Sadece bunlar değil, kararlı parçacıklarla, kararsız
parçacıklar arasındaki etkileşimler ile kararlı
parçacıklara ait tüm bilgiler de vakumda sonsuza dek
kaybolmaksızın depolanmaktadır. Sonuç olarak, vakum
ortamındaki parçacık ve kuvvet alanlarının oluşturduğu
bu kuantum çorbasını daha derinlemesine incelediğimizde
burada, kaotik bir durumun ortadan kalkıp bunun yerine
muazzam bir dengenin, bir düzenin, bir bilinçli
yapılanmanın var olduğu ortaya çıktığına şahit
olmaktayız. Başka bir deyişle, bu bilinçli yapılanma, en
temel düzeydeki Mutlak Bilinç tarafından programlanmış
olarak meydana gelmekle kalmaz, aynı zamanda onlara ait
“datalar” da o Mutlak Bilincin bir boyutunda kayıt
altına alınmaktadır.
Boşlukta, daha doğrusu boşluk olarak ifade ettiğimiz,
fakat boşluk yerine sayısız sanal parçacıklarının
oluşturduğu etkinliğin özünde (bir alt boyutunda) var
olan bu Mutlak Bilinç nedeniyledir ki, hiçlikten açığa
çıkan elektron, pozitron, kuark, foton, gulon, …vs.
fermion ve boson çiftlerinin tamamıyla vakumda yok
olmalarına karşın bu hiçlikten, yine aynı yüke,
kütleye, spine, …vs. sahip aynı tür parçacıklar ve
reaksiyonlar meydana gelmekte ve bu durum şaşmaksızın
sonsuz kez tekrarlanmaktadır.
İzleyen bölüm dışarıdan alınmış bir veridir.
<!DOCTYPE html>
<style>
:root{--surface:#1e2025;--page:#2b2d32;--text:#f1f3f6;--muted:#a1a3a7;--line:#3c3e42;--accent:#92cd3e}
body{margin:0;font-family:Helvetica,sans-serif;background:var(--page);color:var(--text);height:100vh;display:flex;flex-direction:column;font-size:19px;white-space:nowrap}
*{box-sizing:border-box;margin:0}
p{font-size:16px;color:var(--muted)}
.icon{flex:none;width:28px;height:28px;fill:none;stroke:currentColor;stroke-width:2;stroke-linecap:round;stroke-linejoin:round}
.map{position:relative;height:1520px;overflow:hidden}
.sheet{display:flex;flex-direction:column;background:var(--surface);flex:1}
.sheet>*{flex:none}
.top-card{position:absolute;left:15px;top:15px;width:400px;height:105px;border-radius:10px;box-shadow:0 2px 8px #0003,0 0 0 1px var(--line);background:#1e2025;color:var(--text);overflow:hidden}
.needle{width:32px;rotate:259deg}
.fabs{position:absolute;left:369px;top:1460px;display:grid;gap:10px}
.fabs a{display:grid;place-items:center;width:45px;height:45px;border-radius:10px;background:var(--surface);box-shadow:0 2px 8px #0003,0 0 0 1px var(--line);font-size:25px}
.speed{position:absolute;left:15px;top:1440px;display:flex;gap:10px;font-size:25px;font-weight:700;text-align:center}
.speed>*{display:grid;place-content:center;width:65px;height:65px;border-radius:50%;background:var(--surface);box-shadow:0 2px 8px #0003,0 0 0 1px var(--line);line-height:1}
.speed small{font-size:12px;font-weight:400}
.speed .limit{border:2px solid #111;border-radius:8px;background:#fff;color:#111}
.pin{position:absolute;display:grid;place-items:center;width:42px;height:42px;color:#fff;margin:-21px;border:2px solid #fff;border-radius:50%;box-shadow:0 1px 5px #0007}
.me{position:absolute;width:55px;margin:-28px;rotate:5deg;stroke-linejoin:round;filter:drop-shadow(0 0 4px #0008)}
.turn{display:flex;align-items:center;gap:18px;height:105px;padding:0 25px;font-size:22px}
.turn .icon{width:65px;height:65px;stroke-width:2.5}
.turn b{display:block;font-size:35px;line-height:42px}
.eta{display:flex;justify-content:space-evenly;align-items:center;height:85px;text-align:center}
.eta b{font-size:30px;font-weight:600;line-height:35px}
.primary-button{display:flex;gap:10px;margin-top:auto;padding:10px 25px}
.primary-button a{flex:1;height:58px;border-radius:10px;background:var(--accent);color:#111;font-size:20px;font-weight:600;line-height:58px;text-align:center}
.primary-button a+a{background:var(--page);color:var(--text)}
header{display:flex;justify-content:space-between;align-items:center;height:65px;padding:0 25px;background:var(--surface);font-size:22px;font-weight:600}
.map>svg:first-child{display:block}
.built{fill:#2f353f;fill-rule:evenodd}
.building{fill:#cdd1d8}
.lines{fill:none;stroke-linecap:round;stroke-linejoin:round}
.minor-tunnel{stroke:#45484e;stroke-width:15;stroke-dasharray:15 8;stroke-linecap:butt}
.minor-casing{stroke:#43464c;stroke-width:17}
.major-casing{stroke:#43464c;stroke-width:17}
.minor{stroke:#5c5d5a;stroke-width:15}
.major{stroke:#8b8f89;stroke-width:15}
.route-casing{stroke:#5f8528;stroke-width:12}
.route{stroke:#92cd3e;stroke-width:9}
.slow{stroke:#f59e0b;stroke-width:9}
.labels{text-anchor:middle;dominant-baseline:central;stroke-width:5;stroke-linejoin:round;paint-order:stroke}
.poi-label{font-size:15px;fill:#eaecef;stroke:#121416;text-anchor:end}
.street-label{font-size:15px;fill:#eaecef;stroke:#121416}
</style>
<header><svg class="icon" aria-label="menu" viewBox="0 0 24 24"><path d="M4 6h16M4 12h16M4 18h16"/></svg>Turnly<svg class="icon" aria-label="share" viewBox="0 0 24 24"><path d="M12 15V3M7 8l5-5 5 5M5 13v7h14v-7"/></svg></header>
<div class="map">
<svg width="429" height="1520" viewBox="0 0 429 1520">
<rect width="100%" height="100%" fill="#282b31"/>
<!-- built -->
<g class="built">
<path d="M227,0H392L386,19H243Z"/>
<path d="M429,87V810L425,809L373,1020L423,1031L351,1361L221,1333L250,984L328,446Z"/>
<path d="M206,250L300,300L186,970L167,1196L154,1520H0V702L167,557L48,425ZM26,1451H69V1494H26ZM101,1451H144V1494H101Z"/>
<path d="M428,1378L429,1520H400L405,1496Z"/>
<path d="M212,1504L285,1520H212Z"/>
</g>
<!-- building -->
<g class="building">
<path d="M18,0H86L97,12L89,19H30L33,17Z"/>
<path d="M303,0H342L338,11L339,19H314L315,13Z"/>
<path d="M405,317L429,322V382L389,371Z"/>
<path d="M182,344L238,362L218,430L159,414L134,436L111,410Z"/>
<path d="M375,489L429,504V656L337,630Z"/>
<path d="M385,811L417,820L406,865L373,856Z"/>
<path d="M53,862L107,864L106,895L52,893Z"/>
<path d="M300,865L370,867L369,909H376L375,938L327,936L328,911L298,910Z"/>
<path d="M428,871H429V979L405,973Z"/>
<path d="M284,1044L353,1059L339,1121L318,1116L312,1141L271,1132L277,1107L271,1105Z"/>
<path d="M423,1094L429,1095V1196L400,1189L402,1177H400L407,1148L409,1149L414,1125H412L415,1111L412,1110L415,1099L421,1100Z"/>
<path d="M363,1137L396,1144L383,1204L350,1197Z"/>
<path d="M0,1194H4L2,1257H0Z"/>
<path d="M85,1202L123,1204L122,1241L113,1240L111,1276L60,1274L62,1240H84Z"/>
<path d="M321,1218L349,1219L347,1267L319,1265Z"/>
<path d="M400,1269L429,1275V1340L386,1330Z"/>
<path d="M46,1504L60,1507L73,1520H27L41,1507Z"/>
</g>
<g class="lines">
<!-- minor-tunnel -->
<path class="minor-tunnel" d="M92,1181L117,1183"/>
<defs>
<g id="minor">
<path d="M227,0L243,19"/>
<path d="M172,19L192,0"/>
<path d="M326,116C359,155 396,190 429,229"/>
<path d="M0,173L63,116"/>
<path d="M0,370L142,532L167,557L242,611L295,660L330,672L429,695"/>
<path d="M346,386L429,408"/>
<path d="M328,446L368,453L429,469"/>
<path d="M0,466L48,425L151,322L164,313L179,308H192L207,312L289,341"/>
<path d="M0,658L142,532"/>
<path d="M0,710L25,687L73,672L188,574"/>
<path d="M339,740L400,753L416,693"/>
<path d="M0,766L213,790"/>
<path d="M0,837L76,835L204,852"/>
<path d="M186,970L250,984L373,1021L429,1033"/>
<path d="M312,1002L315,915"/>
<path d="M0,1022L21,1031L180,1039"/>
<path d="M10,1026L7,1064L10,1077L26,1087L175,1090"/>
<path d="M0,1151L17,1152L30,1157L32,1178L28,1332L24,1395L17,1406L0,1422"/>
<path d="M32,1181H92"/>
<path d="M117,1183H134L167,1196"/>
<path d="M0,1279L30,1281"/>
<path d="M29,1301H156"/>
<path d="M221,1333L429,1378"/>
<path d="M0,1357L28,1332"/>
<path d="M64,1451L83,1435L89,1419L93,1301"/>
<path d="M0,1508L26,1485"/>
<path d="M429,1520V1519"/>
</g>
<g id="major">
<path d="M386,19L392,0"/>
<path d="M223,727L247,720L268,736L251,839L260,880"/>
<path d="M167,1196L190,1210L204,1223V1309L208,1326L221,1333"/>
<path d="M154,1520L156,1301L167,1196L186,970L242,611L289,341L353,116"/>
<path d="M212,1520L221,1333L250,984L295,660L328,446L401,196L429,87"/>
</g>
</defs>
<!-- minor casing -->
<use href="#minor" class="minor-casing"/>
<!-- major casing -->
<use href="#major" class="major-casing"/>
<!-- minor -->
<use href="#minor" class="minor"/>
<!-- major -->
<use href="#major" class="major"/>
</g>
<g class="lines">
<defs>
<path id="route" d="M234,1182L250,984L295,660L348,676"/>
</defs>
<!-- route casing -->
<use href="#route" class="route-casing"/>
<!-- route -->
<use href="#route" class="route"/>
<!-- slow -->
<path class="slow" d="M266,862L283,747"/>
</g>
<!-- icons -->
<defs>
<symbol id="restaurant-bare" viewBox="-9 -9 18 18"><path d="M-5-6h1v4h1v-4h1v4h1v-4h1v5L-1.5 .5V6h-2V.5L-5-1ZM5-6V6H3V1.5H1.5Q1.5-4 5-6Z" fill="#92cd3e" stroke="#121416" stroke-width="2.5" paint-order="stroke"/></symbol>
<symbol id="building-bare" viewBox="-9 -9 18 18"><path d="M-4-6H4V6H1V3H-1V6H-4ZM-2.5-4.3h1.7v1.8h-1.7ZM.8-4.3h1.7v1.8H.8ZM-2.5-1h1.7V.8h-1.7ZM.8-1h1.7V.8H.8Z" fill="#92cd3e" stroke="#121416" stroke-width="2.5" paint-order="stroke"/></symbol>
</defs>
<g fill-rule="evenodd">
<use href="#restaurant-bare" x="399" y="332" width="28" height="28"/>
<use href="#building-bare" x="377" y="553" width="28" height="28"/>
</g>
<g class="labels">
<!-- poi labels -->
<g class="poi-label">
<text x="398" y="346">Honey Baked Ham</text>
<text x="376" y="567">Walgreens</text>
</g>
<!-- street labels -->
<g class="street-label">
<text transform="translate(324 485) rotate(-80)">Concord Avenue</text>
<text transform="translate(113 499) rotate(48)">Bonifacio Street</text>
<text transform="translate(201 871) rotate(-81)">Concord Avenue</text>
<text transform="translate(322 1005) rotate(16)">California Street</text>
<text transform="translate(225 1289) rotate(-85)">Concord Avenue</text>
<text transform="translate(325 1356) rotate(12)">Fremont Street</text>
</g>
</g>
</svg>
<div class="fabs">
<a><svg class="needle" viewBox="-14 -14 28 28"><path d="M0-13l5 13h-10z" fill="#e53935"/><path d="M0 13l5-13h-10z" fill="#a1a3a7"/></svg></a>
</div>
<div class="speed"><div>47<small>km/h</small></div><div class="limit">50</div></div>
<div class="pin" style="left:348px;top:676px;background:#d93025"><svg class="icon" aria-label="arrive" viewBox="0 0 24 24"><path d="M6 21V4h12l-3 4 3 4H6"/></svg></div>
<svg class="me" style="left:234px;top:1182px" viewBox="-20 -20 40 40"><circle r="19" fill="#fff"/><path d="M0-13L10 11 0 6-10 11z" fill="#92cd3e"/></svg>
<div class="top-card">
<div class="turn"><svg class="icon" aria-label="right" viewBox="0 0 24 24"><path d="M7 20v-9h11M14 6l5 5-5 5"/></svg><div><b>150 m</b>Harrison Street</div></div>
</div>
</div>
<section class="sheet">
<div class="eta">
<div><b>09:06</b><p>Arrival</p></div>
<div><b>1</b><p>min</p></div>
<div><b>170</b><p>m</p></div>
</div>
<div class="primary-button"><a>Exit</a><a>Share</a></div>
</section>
Oysa her an hiçlikten
yaratılan ve hiçliğe geri dönen bu parçacıkların
oluşturduğu boşluktaki bu etkinliğin özünde bir Mutlak
Bilinç olmasaydı, tamamıyla kontrolsüz, rastgele,
…vs. olan böylesi bir ortamda bu denli düzenli bir şeyin
oluşması yüzde yüz imkansız olurdu. Farklı
deyişle, Hiçlikten, her defasında tamamen farklı
türde ve farklı kütle, yük, spin, …vs özelliğine sahip
parçacıkların açığa çıkmaları gerekirken böyle olmayıp
hep aynı tür ve özelliklere sahip tanecikler açığa
çıkmaktadır. Daha da ilginci, evrenimizin “gerçek
vakumdan” açığa çıktığı düşünülürse, parçacıklara ait bu
özelliklerin trilyonda bir değişikliği, evrenimiz
meydana getiremeyeceği de aşikâr görülmektedir (1).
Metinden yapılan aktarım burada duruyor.